(Stored data)
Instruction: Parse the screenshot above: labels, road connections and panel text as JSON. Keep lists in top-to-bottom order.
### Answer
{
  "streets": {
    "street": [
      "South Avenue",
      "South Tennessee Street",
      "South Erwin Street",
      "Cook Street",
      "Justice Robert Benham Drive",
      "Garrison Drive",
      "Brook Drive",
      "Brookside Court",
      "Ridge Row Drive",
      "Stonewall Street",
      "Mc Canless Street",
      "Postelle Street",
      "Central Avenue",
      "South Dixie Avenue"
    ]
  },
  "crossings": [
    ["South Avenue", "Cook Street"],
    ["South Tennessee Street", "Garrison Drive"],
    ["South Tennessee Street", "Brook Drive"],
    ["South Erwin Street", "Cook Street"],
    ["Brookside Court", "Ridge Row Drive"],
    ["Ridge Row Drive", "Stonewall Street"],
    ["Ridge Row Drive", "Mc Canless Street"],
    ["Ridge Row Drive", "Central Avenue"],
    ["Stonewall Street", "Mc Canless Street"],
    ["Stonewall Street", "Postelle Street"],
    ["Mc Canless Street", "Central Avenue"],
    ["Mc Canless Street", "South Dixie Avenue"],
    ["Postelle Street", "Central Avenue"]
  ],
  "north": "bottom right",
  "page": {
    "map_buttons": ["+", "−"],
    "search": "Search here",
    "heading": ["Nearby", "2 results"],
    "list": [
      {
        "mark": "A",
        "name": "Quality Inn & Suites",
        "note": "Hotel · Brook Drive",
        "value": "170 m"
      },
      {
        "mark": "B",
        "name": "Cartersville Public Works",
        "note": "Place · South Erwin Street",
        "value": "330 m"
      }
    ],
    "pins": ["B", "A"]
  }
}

- _INSTRUCTIONS TO FOLLOW_
The answer should be a number alone: the count of lines in the records that hold the word "name".

- _FINISHED TASK_
2